> _Problem to solve_: Would you retype the whole listing verbatim, keeping pictures out of it?
-*-
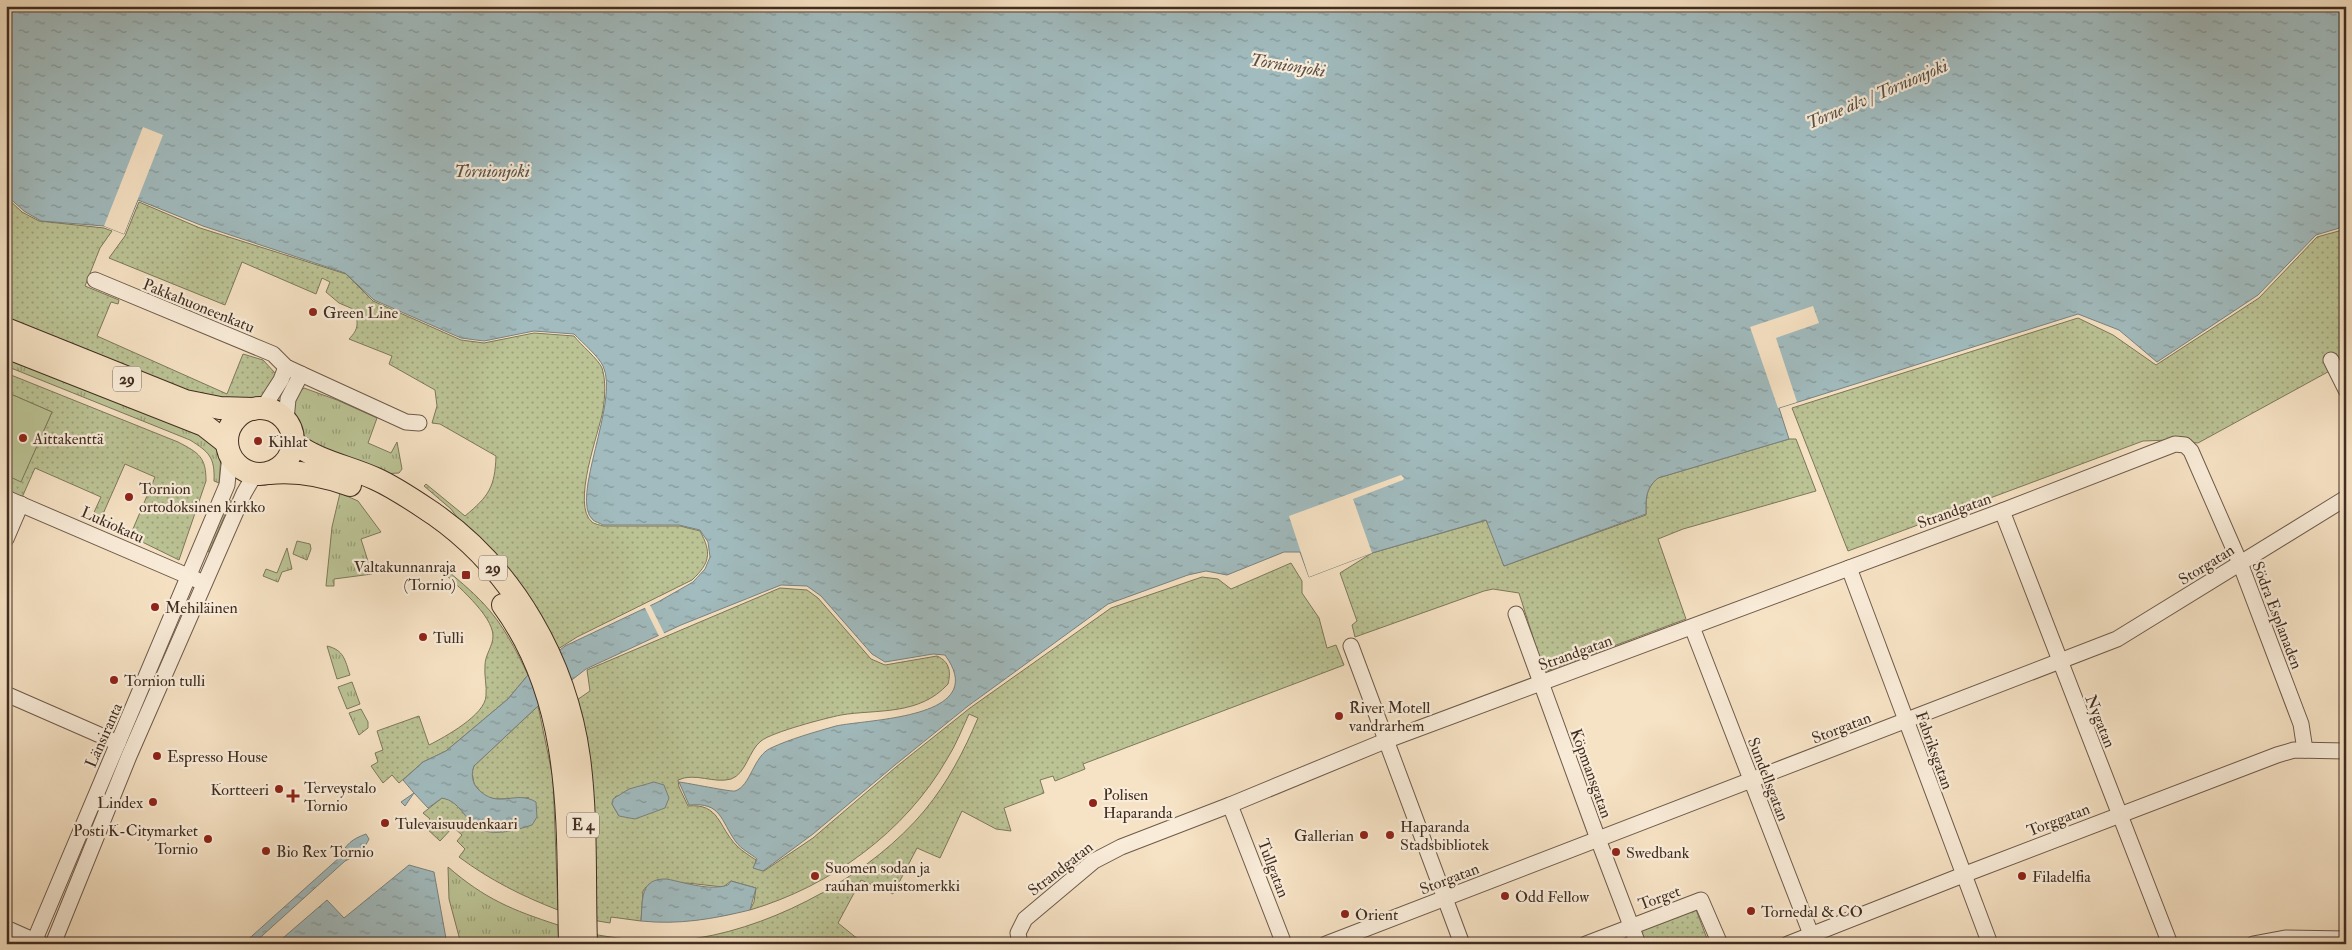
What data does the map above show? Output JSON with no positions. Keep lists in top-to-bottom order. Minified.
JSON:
{"streets":{"highway":["29","E 4"],"street":["Pakkahuoneenkatu","Strandgatan","Lukiokatu","Storgatan","Södra Esplanaden","Nygatan","Länsiranta","Fabriksgatan","Köpmansgatan","Sundellsgatan","Torggatan","Tullgatan","Torget"]},"crossings":[["29","Länsiranta"],["29","E 4"],["Strandgatan","Södra Esplanaden"],["Strandgatan","Nygatan"],["Strandgatan","Fabriksgatan"],["Strandgatan","Köpmansgatan"],["Strandgatan","Sundellsgatan"],["Strandgatan","Tullgatan"],["Lukiokatu","Länsiranta"],["Storgatan","Södra Esplanaden"],["Storgatan","Nygatan"],["Storgatan","Fabriksgatan"],["Storgatan","Köpmansgatan"],["Storgatan","Sundellsgatan"],["Södra Esplanaden","Torggatan"],["Nygatan","Torggatan"],["Fabriksgatan","Torggatan"],["Köpmansgatan","Torget"],["Sundellsgatan","Torggatan"]],"water":["Tornionjoki","Torne älv / Tornionjoki"],"places":{"other":["Green Line","Aittakenttä","Kihlat","Tornion ortodoksinen kirkko","Mehiläinen","Tulli","Tornion tulli","River Motell vandrarhem","Espresso House","Kortteeri","Lindex","Polisen Haparanda","Tulevaisuudenkaari","Gallerian","Haparanda Stadsbibliotek","Posti K-Citymarket Tornio","Bio Rex Tornio","Swedbank","Suomen sodan ja rauhan muistomerkki","Filadelfia","Odd Fellow","Tornedal & CO","Orient"],"transit":["Valtakunnanraja (Tornio)"],"health":["Terveystalo Tornio"]}}
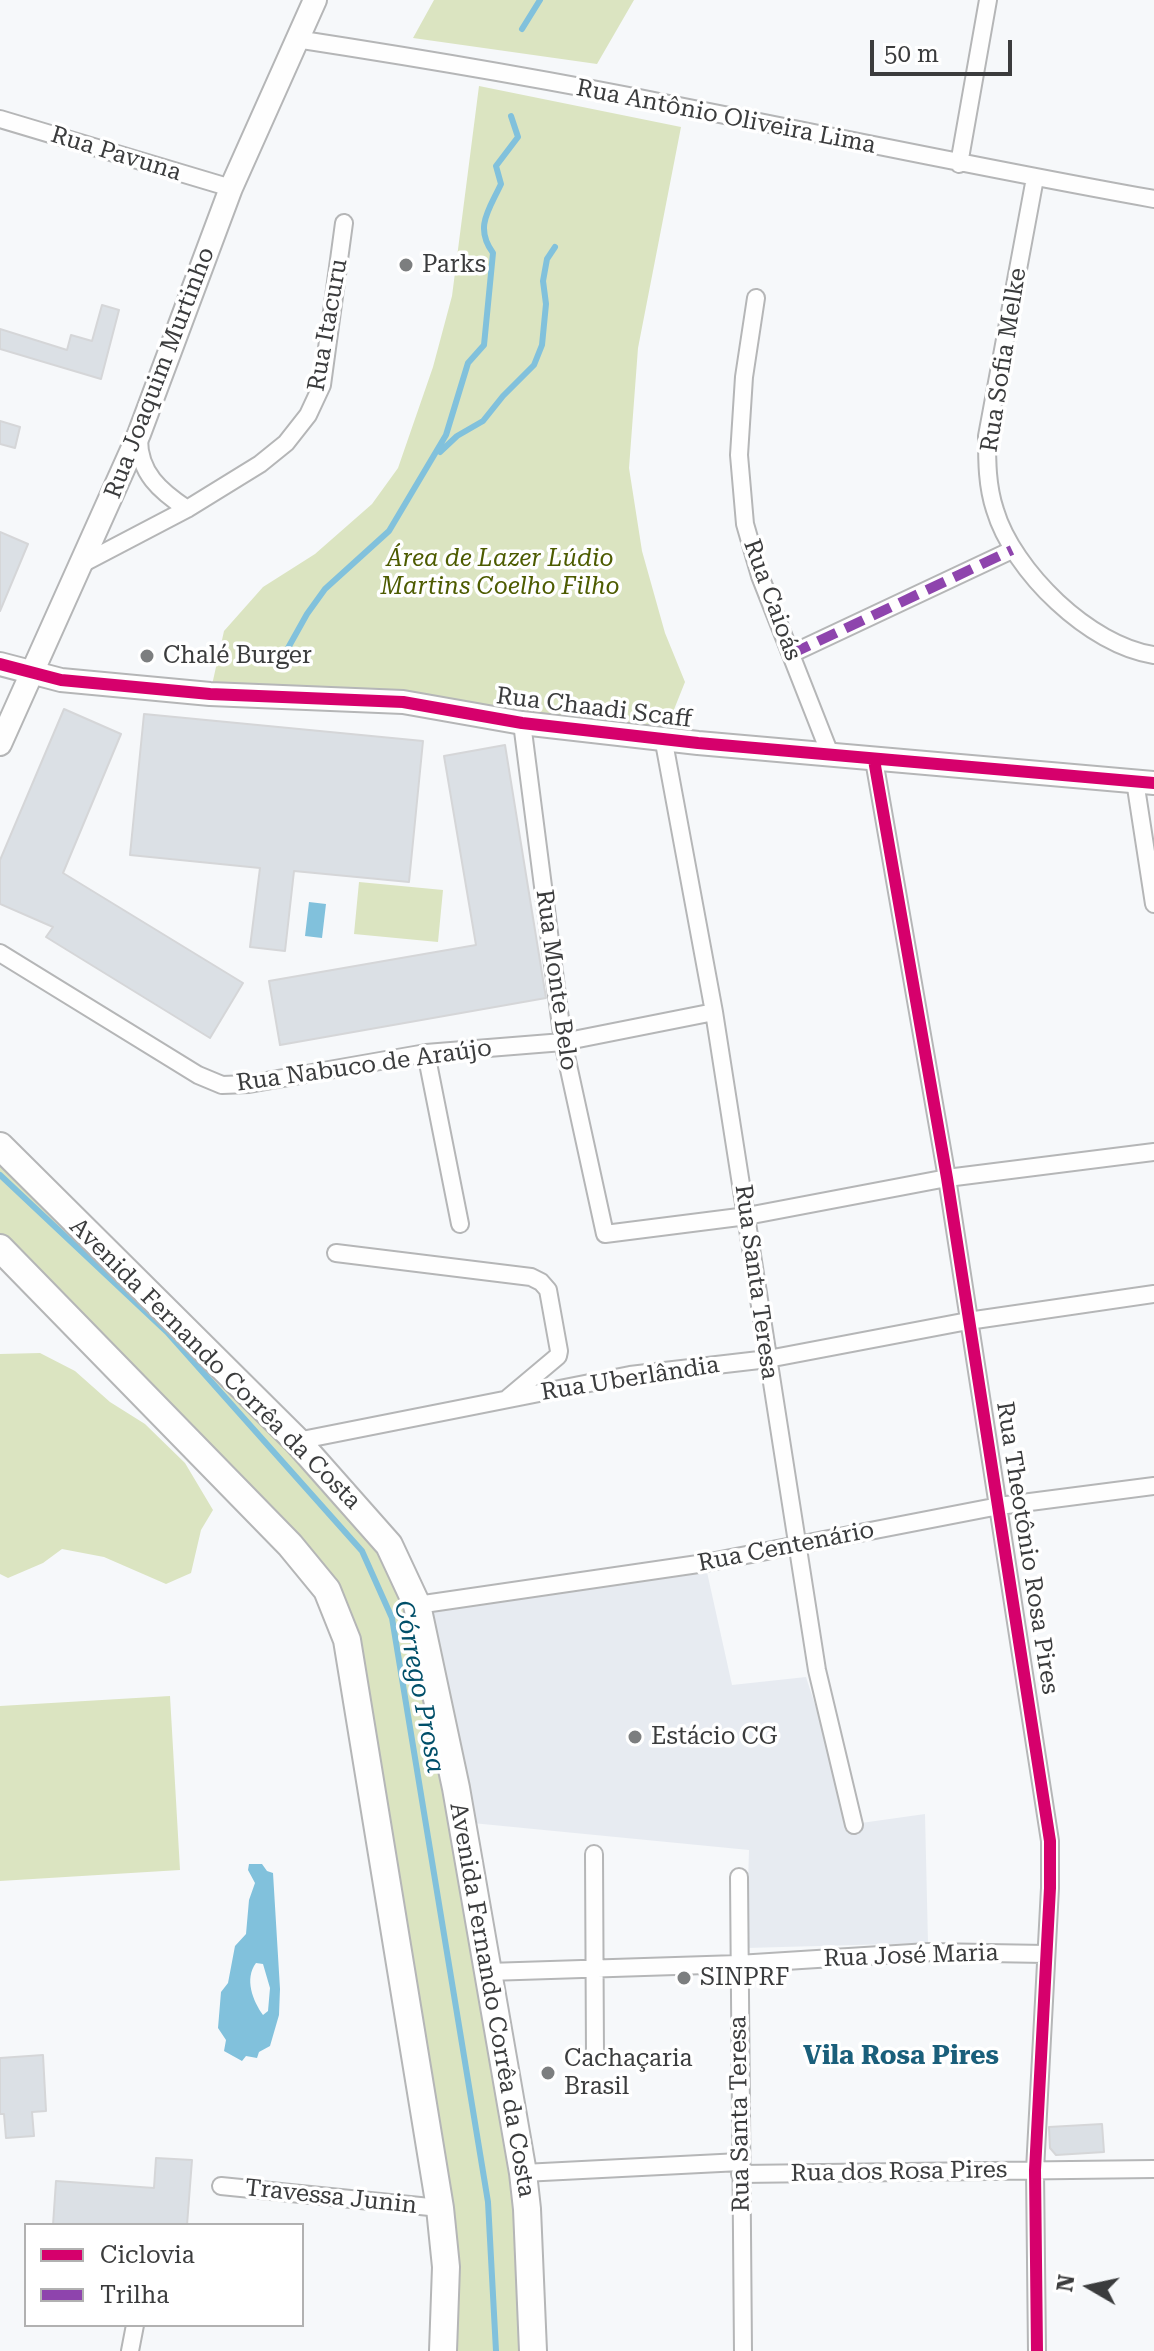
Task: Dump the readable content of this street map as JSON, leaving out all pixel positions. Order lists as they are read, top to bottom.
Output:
{
  "streets": {
    "main road": ["Avenida Fernando Corrêa da Costa"],
    "street": [
      "Rua Antônio Oliveira Lima",
      "Rua Pavuna",
      "Rua Itacuru",
      "Rua Sofia Melke",
      "Rua Joaquim Murtinho",
      "Rua Caioás",
      "Rua Chaadi Scaff",
      "Rua Monte Belo",
      "Rua Nabuco de Araújo",
      "Rua Santa Teresa",
      "Rua Uberlândia",
      "Rua Centenário",
      "Rua Theotônio Rosa Pires",
      "Rua José Maria",
      "Rua dos Rosa Pires",
      "Travessa Junin"
    ]
  },
  "crossings": [
    ["Rua Antônio Oliveira Lima", "Rua Sofia Melke"],
    ["Rua Antônio Oliveira Lima", "Rua Joaquim Murtinho"],
    ["Rua Pavuna", "Rua Joaquim Murtinho"],
    ["Rua Itacuru", "Rua Joaquim Murtinho"],
    ["Rua Joaquim Murtinho", "Rua Chaadi Scaff"],
    ["Rua Caioás", "Rua Chaadi Scaff"],
    ["Rua Chaadi Scaff", "Rua Monte Belo"],
    ["Rua Chaadi Scaff", "Rua Santa Teresa"],
    ["Rua Chaadi Scaff", "Rua Theotônio Rosa Pires"],
    ["Rua Monte Belo", "Rua Nabuco de Araújo"],
    ["Rua Monte Belo", "Rua Santa Teresa"],
    ["Rua Nabuco de Araújo", "Rua Santa Teresa"],
    ["Rua Santa Teresa", "Rua Uberlândia"],
    ["Rua Santa Teresa", "Rua Centenário"],
    ["Rua Santa Teresa", "Rua José Maria"],
    ["Rua Santa Teresa", "Rua dos Rosa Pires"],
    ["Avenida Fernando Corrêa da Costa", "Rua Uberlândia"],
    ["Avenida Fernando Corrêa da Costa", "Rua Centenário"],
    ["Avenida Fernando Corrêa da Costa", "Rua José Maria"],
    ["Avenida Fernando Corrêa da Costa", "Rua dos Rosa Pires"],
    ["Rua Uberlândia", "Rua Theotônio Rosa Pires"],
    ["Rua Centenário", "Rua Theotônio Rosa Pires"],
    ["Rua Theotônio Rosa Pires", "Rua José Maria"],
    ["Rua Theotônio Rosa Pires", "Rua dos Rosa Pires"]
  ],
  "districts": ["Vila Rosa Pires"],
  "water": ["Córrego Prosa"],
  "parks": ["Área de Lazer Lúdio Martins Coelho Filho"],
  "places": [
    "Parks",
    "Chalé Burger",
    "Estácio CG",
    "SINPRF",
    "Cachaçaria Brasil"
  ],
  "legend": ["Ciclovia", "Trilha"],
  "scale_bar": "50 m",
  "north": "left"
}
-*-
> _Response area_:
What data does the map above show? Output JSON with no positions. Keep lists in top-to-bottom order. Minified.
JSON:
{"streets":{"highway":["29","E 4"],"street":["Pakkahuoneenkatu","Strandgatan","Lukiokatu","Storgatan","Södra Esplanaden","Nygatan","Länsiranta","Fabriksgatan","Köpmansgatan","Sundellsgatan","Torggatan","Tullgatan","Torget"]},"crossings":[["29","Länsiranta"],["29","E 4"],["Strandgatan","Södra Esplanaden"],["Strandgatan","Nygatan"],["Strandgatan","Fabriksgatan"],["Strandgatan","Köpmansgatan"],["Strandgatan","Sundellsgatan"],["Strandgatan","Tullgatan"],["Lukiokatu","Länsiranta"],["Storgatan","Södra Esplanaden"],["Storgatan","Nygatan"],["Storgatan","Fabriksgatan"],["Storgatan","Köpmansgatan"],["Storgatan","Sundellsgatan"],["Södra Esplanaden","Torggatan"],["Nygatan","Torggatan"],["Fabriksgatan","Torggatan"],["Köpmansgatan","Torget"],["Sundellsgatan","Torggatan"]],"water":["Tornionjoki","Torne älv / Tornionjoki"],"places":{"other":["Green Line","Aittakenttä","Kihlat","Tornion ortodoksinen kirkko","Mehiläinen","Tulli","Tornion tulli","River Motell vandrarhem","Espresso House","Kortteeri","Lindex","Polisen Haparanda","Tulevaisuudenkaari","Gallerian","Haparanda Stadsbibliotek","Posti K-Citymarket Tornio","Bio Rex Tornio","Swedbank","Suomen sodan ja rauhan muistomerkki","Filadelfia","Odd Fellow","Tornedal & CO","Orient"],"transit":["Valtakunnanraja (Tornio)"],"health":["Terveystalo Tornio"]}}
Task: Dump the readable content of this street map as JSON, leaving out all pixel positions. Order lists as they are read, top to bottom.
Output:
{
  "streets": {
    "main road": ["Avenida Fernando Corrêa da Costa"],
    "street": [
      "Rua Antônio Oliveira Lima",
      "Rua Pavuna",
      "Rua Itacuru",
      "Rua Sofia Melke",
      "Rua Joaquim Murtinho",
      "Rua Caioás",
      "Rua Chaadi Scaff",
      "Rua Monte Belo",
      "Rua Nabuco de Araújo",
      "Rua Santa Teresa",
      "Rua Uberlândia",
      "Rua Centenário",
      "Rua Theotônio Rosa Pires",
      "Rua José Maria",
      "Rua dos Rosa Pires",
      "Travessa Junin"
    ]
  },
  "crossings": [
    ["Rua Antônio Oliveira Lima", "Rua Sofia Melke"],
    ["Rua Antônio Oliveira Lima", "Rua Joaquim Murtinho"],
    ["Rua Pavuna", "Rua Joaquim Murtinho"],
    ["Rua Itacuru", "Rua Joaquim Murtinho"],
    ["Rua Joaquim Murtinho", "Rua Chaadi Scaff"],
    ["Rua Caioás", "Rua Chaadi Scaff"],
    ["Rua Chaadi Scaff", "Rua Monte Belo"],
    ["Rua Chaadi Scaff", "Rua Santa Teresa"],
    ["Rua Chaadi Scaff", "Rua Theotônio Rosa Pires"],
    ["Rua Monte Belo", "Rua Nabuco de Araújo"],
    ["Rua Monte Belo", "Rua Santa Teresa"],
    ["Rua Nabuco de Araújo", "Rua Santa Teresa"],
    ["Rua Santa Teresa", "Rua Uberlândia"],
    ["Rua Santa Teresa", "Rua Centenário"],
    ["Rua Santa Teresa", "Rua José Maria"],
    ["Rua Santa Teresa", "Rua dos Rosa Pires"],
    ["Avenida Fernando Corrêa da Costa", "Rua Uberlândia"],
    ["Avenida Fernando Corrêa da Costa", "Rua Centenário"],
    ["Avenida Fernando Corrêa da Costa", "Rua José Maria"],
    ["Avenida Fernando Corrêa da Costa", "Rua dos Rosa Pires"],
    ["Rua Uberlândia", "Rua Theotônio Rosa Pires"],
    ["Rua Centenário", "Rua Theotônio Rosa Pires"],
    ["Rua Theotônio Rosa Pires", "Rua José Maria"],
    ["Rua Theotônio Rosa Pires", "Rua dos Rosa Pires"]
  ],
  "districts": ["Vila Rosa Pires"],
  "water": ["Córrego Prosa"],
  "parks": ["Área de Lazer Lúdio Martins Coelho Filho"],
  "places": [
    "Parks",
    "Chalé Burger",
    "Estácio CG",
    "SINPRF",
    "Cachaçaria Brasil"
  ],
  "legend": ["Ciclovia", "Trilha"],
  "scale_bar": "50 m",
  "north": "left"
}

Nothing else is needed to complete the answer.